It is essential that barriers to analysing big data and accessing derived products are removed. This could take the form of accessible outputs, such as the Global Fishing Watch, Global Forest Watch and global inter-tidal websites (www.globalfishingwatch.org, www.globalforestwatch.org, www.intertidal.app), or user-friendly analysis tools, such as REMAP – a free application that utilises the storage and analysis capacity of Google Earth Engine to map land cover change (www.remap-app.org). While there is a growing trend towards open data, some authorities still maintain barriers to access including fees, substantial delays, or incomplete data releases. For example, in the Australian state of Queensland, which has one of the most dramatic recent land clearing legacies, governmental reporting on vegetation clearance is often delayed by months despite the fact it could be monitored monthly. Ensuring the timely availability of big data products will require a sincere commitment to a shared vision for open data, before more procedural issues such as data management standards can be addressed. A number of international organisations are addressing this, with the WMO (World Meteorological Office, https://public.wmo.int/), possibly one of the longest running and best examples of what is possible from real global collaborations across many countries, while the GEO (Group on Earth Observations, www.earthobservations.org) links 108 nation’s earth observation capabilities to address sustainable development goals. Further, as international accords for conservation and sustainability are operationalised by countries, it is vital to engage national- and international-level decision-makers in government and industry in the generation of global datasets to ensure they are able to be used by all to make effective decisions.

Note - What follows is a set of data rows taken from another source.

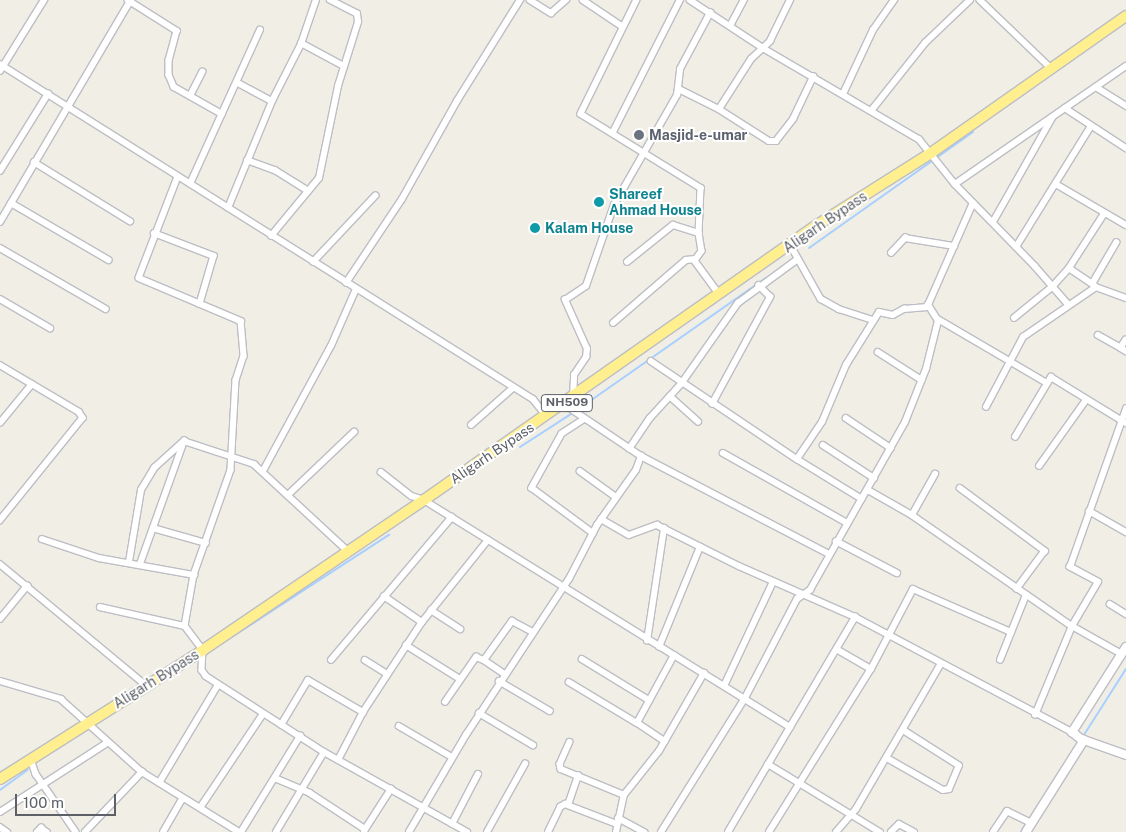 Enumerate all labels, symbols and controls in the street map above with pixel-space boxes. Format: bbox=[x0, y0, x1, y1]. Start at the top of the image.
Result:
place label: Masjid-e-umar bbox=[649, 127, 747, 143]
marker: Masjid-e-umar bbox=[633, 129, 645, 141]
place label: Shareef Ahmad House bbox=[609, 186, 702, 218]
street label: Aligarh Bypass bbox=[780, 188, 870, 256]
marker: Shareef Ahmad House bbox=[593, 196, 605, 208]
place label: Kalam House bbox=[545, 220, 633, 236]
marker: Kalam House bbox=[529, 222, 541, 234]
road number: NH509 bbox=[541, 393, 593, 412]
street label: Aligarh Bypass bbox=[447, 419, 537, 487]
street label: Aligarh Bypass bbox=[110, 646, 202, 712]
scale bar bbox=[18, 784, 119, 816]
text: 100 m bbox=[23, 794, 64, 811] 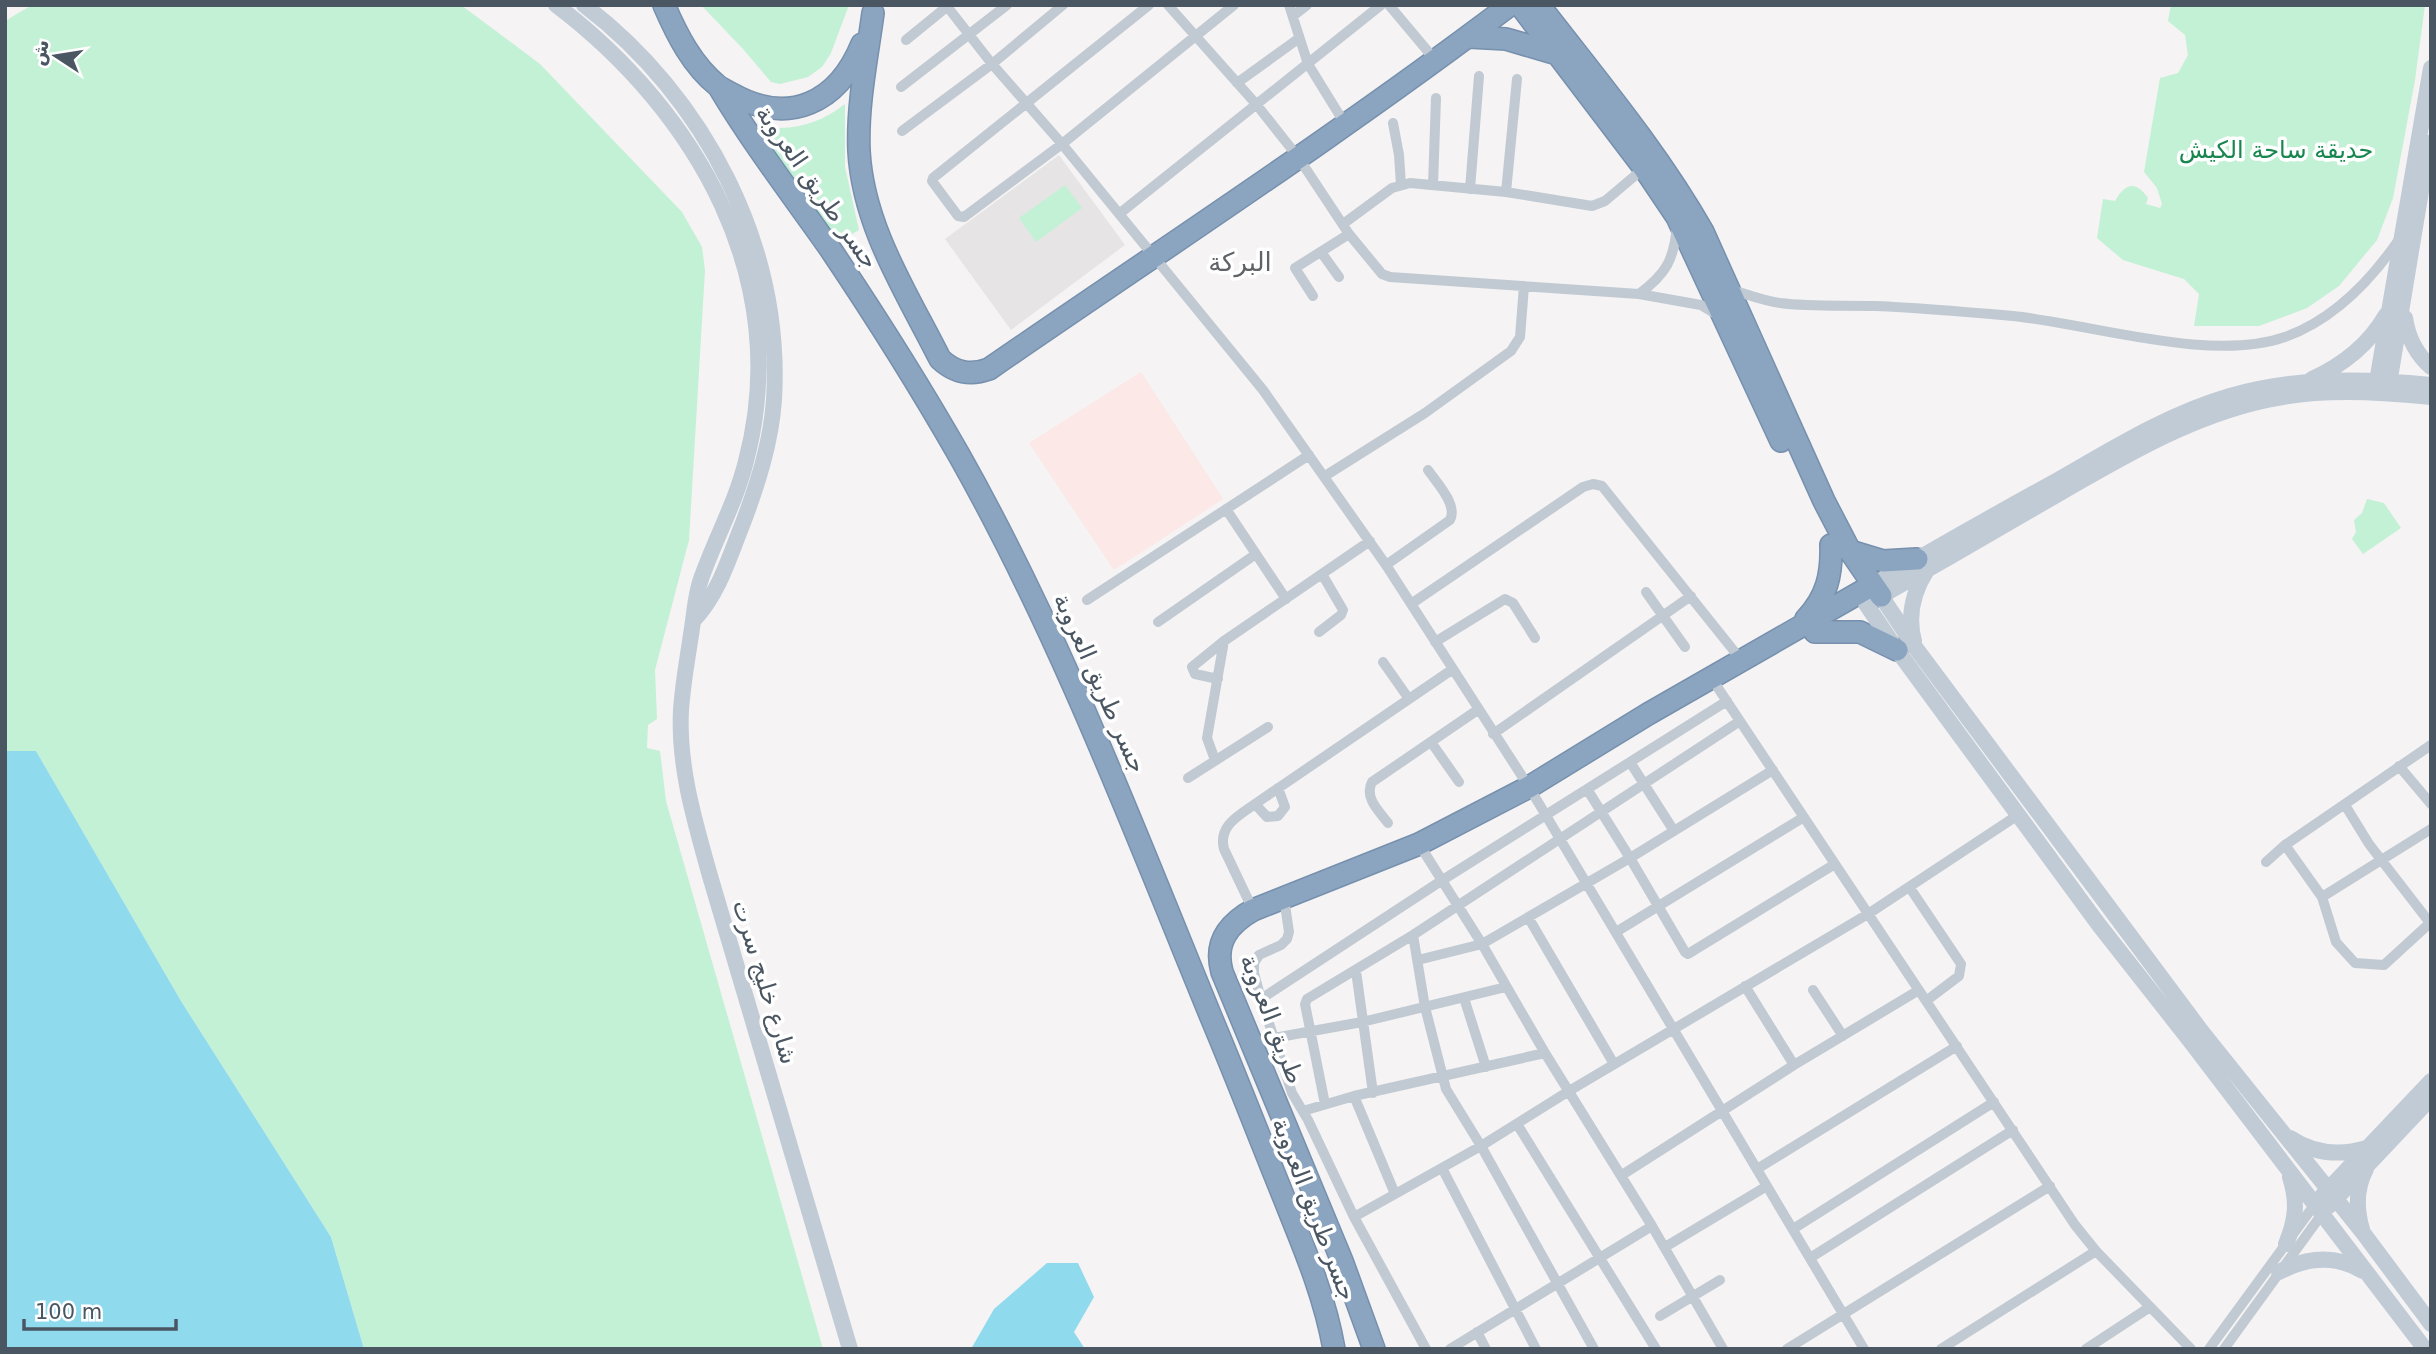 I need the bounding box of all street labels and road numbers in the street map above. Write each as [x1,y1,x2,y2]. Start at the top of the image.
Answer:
street label: جسر طريق العروبة [750,100,884,274]
street label: جسر طريق العروبة [1048,589,1152,777]
street label: شارع خليج سرت [727,897,803,1067]
street label: طريق العروبة [1234,950,1310,1088]
street label: جسر طريق العروبة [1266,1114,1362,1304]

The private sector is increasingly making influential environmental decisions and some large companies are committing to sustainability in their supply chains. Examples include ‘zero-deforestation’ and sustainably sourced palm oil pledges from Nestlé and McDonalds. Tracking the full supply chain for large corporations requires the use of big data analytics, particularly to balance the multiple objectives corporations seek from their supply chains (such as reducing carbon emissions and increasing profitability)17. The use of geospatial, earth observation and many other data will be essential for transparency and monitoring compliance by certification bodies, environmental NGOs and the corporations themselves. Ongoing research, particularly integrating qualitative data, is likely to enable an even closer coupling of big data analytics and sustainable supply chain management. Ultimately, the timely use of big data will be critical to placing commodity production and trade on a sustainable pathway.

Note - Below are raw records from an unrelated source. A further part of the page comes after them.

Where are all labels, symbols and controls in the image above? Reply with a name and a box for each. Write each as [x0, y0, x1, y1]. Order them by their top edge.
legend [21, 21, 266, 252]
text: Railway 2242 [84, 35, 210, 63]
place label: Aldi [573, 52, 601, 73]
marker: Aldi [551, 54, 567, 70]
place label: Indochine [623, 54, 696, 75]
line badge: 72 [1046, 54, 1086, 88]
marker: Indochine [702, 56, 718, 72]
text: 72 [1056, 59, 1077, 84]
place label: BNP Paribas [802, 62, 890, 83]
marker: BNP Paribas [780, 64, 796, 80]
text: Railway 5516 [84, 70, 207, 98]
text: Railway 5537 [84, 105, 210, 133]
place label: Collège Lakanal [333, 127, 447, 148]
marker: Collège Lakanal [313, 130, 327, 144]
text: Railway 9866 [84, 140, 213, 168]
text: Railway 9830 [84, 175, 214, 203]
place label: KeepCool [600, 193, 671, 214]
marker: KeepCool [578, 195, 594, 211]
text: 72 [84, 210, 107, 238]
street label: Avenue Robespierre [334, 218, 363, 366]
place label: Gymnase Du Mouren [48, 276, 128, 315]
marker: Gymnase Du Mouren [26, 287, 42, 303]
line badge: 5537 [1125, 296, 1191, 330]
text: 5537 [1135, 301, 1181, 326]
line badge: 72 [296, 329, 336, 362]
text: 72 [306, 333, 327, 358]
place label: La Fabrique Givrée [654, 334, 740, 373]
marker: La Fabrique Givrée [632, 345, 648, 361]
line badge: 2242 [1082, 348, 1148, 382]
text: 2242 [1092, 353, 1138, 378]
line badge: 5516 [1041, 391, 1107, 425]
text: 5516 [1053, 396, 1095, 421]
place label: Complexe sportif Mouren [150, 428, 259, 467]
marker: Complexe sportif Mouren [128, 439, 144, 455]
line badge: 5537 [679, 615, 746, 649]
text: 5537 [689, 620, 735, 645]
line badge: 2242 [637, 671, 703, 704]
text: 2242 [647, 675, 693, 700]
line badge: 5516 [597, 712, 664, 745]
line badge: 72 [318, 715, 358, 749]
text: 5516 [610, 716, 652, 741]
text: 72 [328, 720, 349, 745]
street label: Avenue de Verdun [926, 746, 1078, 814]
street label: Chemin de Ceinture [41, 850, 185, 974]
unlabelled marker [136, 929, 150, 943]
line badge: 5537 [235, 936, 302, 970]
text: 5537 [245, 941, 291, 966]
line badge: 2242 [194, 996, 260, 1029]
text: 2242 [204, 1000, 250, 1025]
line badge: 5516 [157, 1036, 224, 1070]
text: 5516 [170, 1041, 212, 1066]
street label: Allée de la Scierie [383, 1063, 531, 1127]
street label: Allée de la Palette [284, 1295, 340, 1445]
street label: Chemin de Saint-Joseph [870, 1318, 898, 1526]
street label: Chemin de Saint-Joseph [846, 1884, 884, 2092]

Big data now must be harnessed for ecological forecasting to improve decision-making, in both the public and private sectors. Monitoring environmental change in near real-time can be beneficial if there is capacity for action at a similar temporal scale, which is often not the case. However, useful applications are emerging. For instance, Chen et al.18 investigated links between sea surface temperatures and interannual changes in fire activity in South America and forecasted the regional severity of the fire season with a 3–5 month lead time. Across the Middle East, Levin and colleagues19 integrated temporal data on night lights, wildfire, news databases and Flickr photos to identify World Heritage Sites affected by conflict in near real-time. In the marine realm, an automated vessel tracking and monitoring system (which uses a constellation of satellites and terrestrial receivers) can be used to inform models, which predict illegal fishing activity in real-time20. Identifying patterns of suspicious behaviour has allowed governments to conduct targeted investigations of particular vessels that may be undertaking illegal activity in their waters. Such ‘early warning systems’, should be given a platform in relevant management agencies—and closely linked with management action—to harness vast potential of these methods to improve outcomes for nature and people.

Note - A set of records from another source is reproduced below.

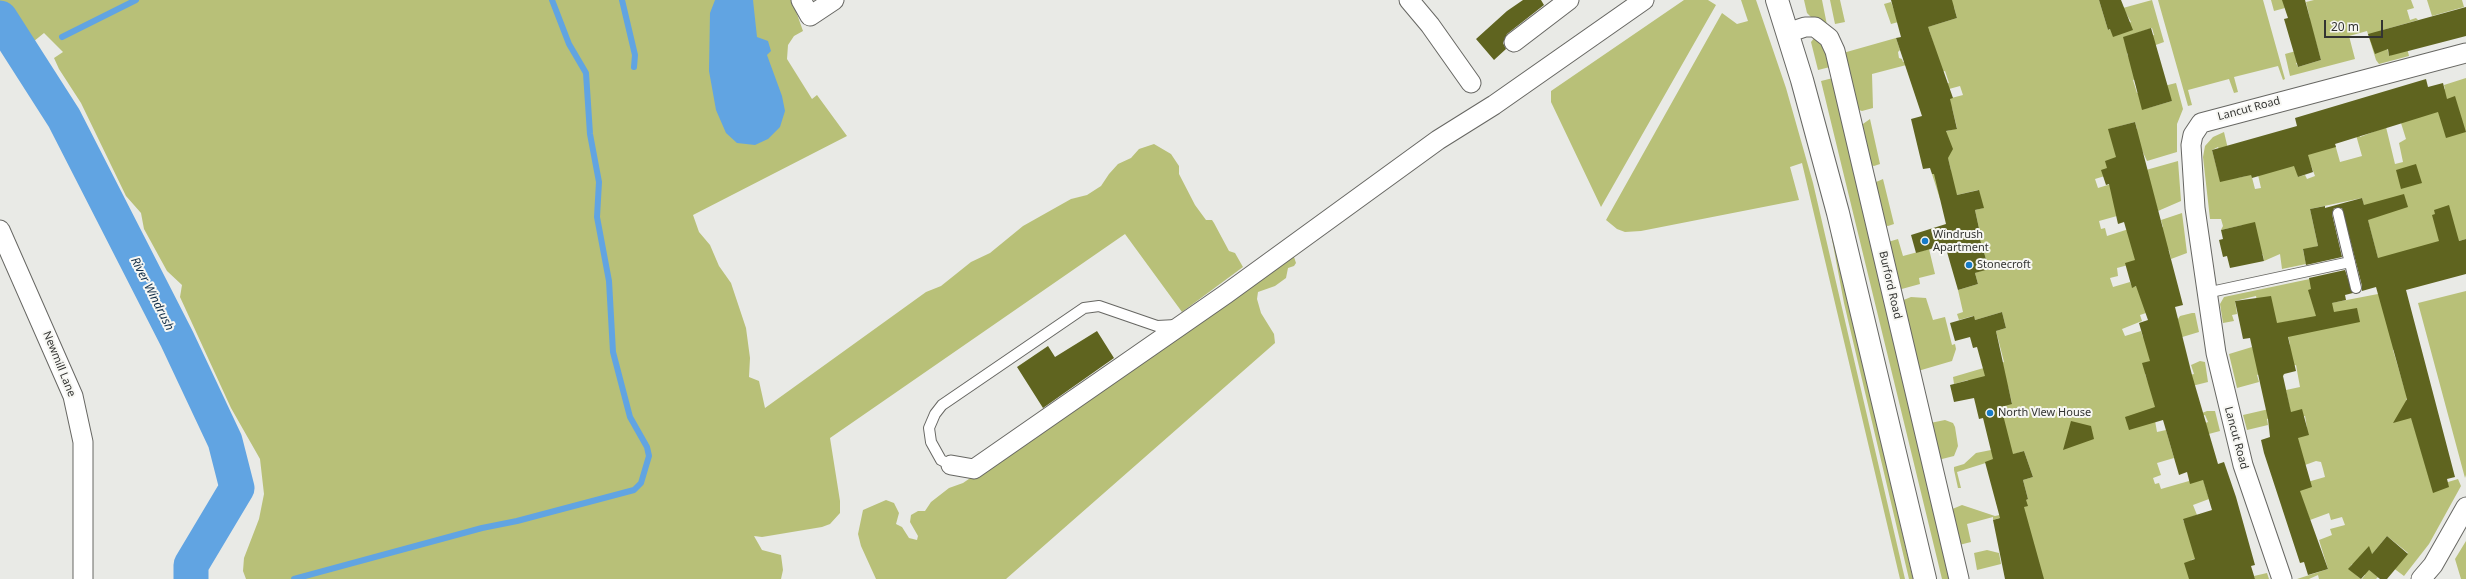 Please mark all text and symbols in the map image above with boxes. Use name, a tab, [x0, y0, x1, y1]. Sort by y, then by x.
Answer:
scale bar	[2326, 12, 2385, 38]
text: 20 m	[2331, 18, 2359, 35]
street label: Lancut Road	[2216, 94, 2282, 124]
place label: Windrush Apartment	[1933, 228, 1989, 254]
marker: Windrush Apartment	[1920, 236, 1930, 246]
street label: Burford Road	[1876, 250, 1904, 320]
water label: River Windrush	[127, 255, 177, 333]
place label: Stonecroft	[1977, 258, 2031, 272]
marker: Stonecroft	[1964, 260, 1974, 270]
street label: Newmill Lane	[40, 329, 78, 399]
street label: Lancut Road	[2221, 405, 2251, 471]
place label: North Vlew House	[1998, 406, 2091, 420]
marker: North Vlew House	[1985, 408, 1995, 418]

To ensure these close links with environmental decision-making, the acquisition and analysis of big data must be solution focused and address sustainability challenges while engaging with decision-makers and those affected by such decisions. From documenting our planet’s greenness to detecting where resources are being illegally harvested, big data analyses can now place detailed evidence of rapid environmental change in the hands of entities capable of management action. Ultimately, there must be a tight coupling of big data analyses and the sustainability agenda to ensure we do not run out of time and space to save our environment—and ourselves.
Hilbert, M. & López, P. The world’s technological capacity to store, communicate, and compute information. Science 332, 60–65 (2011).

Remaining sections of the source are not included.